Since it is not verified that there is an interruption of the secondary structure element between P1 and P2, a structural motif can, in principle, be created from a single secondary structure element, a helix with a kink, for example. However, because of recurrence requirements (described in more detail below), only packings that reappear several times will be present in the results. Note also that the two pieces of secondary structures do not need to follow directly after each other; they can be far apart in the sequence and separated by other helices, strands or coil regions that do not take part in the recurrent candidate structural motif. Each of the two pieces P1 and P2 consist of two or three residues, that can themselves be separated by up to five amino acids and such that each piece is exclusively and entirely in a helix, a strand or a coil.

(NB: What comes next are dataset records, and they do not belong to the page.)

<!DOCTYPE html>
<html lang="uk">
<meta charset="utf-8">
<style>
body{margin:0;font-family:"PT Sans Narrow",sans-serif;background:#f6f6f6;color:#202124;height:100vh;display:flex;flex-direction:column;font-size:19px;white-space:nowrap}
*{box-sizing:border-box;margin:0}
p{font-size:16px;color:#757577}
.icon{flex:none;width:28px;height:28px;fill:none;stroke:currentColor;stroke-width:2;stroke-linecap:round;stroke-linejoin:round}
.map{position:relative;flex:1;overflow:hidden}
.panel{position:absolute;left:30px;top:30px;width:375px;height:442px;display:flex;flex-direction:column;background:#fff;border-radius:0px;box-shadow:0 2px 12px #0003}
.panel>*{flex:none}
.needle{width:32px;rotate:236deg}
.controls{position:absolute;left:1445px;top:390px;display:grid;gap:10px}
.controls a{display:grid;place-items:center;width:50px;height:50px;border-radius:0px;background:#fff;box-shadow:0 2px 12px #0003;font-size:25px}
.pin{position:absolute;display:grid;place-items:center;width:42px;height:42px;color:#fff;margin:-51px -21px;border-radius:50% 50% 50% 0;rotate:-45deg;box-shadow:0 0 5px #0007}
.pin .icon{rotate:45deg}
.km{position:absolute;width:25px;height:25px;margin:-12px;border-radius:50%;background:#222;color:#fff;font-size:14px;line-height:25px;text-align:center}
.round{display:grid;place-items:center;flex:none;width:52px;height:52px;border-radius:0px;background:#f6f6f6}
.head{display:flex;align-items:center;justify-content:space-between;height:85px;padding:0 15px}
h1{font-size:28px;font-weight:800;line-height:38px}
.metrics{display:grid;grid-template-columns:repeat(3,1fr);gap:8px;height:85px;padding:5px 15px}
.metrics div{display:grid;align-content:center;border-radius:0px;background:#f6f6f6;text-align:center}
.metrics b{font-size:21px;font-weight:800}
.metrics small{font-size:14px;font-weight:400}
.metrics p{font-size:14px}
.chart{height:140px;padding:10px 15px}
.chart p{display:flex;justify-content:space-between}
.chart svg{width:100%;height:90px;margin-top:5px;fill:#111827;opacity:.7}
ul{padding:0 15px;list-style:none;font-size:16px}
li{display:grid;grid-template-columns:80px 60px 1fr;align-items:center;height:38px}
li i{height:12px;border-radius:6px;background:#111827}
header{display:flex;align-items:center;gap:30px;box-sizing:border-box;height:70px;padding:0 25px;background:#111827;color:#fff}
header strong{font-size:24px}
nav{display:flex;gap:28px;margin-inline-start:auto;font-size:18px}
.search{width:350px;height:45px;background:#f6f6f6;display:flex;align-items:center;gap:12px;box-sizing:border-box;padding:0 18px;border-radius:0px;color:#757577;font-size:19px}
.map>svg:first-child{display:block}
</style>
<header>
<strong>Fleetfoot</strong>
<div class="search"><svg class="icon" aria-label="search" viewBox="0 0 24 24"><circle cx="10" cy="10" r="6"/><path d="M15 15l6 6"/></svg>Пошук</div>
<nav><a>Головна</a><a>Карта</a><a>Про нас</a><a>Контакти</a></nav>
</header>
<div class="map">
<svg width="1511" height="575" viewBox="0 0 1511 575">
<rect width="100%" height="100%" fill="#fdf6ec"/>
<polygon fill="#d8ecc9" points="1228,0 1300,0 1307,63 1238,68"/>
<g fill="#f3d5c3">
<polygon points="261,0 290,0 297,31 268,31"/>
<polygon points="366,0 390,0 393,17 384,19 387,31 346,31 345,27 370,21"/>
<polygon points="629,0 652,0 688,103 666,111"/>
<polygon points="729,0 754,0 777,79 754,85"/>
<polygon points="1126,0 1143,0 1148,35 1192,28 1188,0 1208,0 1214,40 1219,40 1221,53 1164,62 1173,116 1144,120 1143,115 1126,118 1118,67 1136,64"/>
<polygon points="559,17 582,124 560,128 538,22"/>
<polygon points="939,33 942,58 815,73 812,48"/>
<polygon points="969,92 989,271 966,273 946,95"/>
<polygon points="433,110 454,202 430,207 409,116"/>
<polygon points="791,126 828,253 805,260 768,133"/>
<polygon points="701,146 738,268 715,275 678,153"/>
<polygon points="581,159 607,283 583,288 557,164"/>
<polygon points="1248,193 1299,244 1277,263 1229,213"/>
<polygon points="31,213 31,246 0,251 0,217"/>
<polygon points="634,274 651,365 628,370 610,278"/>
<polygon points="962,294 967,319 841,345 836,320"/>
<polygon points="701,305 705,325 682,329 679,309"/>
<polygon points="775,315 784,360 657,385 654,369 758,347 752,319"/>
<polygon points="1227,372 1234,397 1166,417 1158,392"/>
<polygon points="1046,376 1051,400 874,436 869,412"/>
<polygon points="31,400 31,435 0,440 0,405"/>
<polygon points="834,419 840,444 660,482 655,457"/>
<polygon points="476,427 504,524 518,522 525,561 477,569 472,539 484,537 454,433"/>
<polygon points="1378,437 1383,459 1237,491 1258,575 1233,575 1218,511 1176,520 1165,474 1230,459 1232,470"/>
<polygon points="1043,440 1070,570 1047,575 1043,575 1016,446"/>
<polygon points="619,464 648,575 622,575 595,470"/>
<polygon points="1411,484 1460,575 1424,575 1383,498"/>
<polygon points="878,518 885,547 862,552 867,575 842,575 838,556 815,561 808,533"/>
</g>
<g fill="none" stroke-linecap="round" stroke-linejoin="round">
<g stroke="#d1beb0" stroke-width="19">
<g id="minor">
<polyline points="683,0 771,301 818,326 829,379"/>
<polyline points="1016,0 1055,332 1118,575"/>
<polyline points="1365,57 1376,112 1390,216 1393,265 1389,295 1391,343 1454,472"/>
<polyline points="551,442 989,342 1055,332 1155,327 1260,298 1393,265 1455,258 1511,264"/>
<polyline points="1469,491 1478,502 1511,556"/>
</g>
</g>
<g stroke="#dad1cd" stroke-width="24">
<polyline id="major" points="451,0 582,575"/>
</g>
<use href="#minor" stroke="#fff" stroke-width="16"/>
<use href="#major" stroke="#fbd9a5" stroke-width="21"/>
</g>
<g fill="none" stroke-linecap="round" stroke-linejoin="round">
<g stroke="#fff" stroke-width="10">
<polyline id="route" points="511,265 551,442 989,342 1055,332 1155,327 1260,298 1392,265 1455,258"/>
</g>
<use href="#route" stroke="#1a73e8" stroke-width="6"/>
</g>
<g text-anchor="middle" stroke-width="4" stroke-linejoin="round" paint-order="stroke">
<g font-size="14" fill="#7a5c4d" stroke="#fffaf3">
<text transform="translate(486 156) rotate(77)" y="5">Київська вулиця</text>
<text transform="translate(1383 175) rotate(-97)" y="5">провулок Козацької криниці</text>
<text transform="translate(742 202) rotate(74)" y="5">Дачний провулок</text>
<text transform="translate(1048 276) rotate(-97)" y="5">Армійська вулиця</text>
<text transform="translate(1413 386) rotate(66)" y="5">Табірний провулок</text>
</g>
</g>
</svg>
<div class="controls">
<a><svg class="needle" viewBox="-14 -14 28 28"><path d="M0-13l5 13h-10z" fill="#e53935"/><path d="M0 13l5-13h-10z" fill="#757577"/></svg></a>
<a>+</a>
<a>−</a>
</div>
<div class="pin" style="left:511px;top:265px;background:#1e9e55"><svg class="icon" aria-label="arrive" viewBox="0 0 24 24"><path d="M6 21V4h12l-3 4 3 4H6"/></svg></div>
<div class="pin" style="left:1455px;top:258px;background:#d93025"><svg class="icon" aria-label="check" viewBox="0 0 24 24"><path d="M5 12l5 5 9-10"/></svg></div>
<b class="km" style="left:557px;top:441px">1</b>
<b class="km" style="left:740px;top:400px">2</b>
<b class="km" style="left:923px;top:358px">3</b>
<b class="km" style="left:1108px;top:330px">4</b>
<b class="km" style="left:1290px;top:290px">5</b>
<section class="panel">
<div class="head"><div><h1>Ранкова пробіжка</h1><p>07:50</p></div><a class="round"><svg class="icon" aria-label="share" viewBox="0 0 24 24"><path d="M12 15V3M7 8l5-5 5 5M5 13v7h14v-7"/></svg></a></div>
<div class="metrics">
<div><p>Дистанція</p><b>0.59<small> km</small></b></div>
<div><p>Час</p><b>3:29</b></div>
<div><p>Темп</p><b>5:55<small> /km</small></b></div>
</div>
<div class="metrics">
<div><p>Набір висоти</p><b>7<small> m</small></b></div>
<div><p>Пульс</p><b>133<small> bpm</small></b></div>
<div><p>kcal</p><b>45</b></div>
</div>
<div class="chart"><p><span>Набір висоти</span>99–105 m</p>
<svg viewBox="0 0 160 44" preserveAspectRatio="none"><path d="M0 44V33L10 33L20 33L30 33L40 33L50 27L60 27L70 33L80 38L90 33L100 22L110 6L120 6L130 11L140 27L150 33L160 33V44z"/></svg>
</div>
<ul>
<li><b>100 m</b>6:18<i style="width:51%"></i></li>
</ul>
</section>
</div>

3.4. Structure Properties of Non-Contiguous Candidate Structural Motifs
As mentioned earlier, the residue separation(s) within each piece, which we refer to as “short delta(s)”, are forced to remain constant in the searches, while the residue separation between two pieces, which we refer to as “long delta”, are allowed to vary. Such long deltas are allowed to deviate from their original value by ±100, but may, in doing so, never be less than six. Pieces must appear in the same sequential order as in the corresponding structural motif. For each of the residues in one piece, there should be at least one so-called non-local contact to the other piece, where contacts between residues are considered to exist whenever a shorter than 10 Å edge is present in a corresponding Delaunay triangulation [50,51] of the atom coordinates of the protein structure in question. For this purpose, Delaunay triangulations were calculated for point-sets containing the coordinates of Cα-atoms only and for point-sets containing the coordinates of all heavy atoms in each PDB-file. The following combinations of candidate structural motifs were created: 2 + 2, 2 + 3, 3 + 3 and 2 + 4. Other motif definitions will be investigated in future studies. All possible Cα–Cα, NH–NH, CO–CO, NH–Cα, CO–Cα, NH–CO and O–NH distances between residues were used to specify the conformation of each candidate structural motif, so that only constraints involving the backbone are used in this first step. During the search to retrieve comparable arrangements of residues in other structures, distance tolerances were set to ±20% of the original distance (minimum 2.0 Å, maximum 4.0 Å).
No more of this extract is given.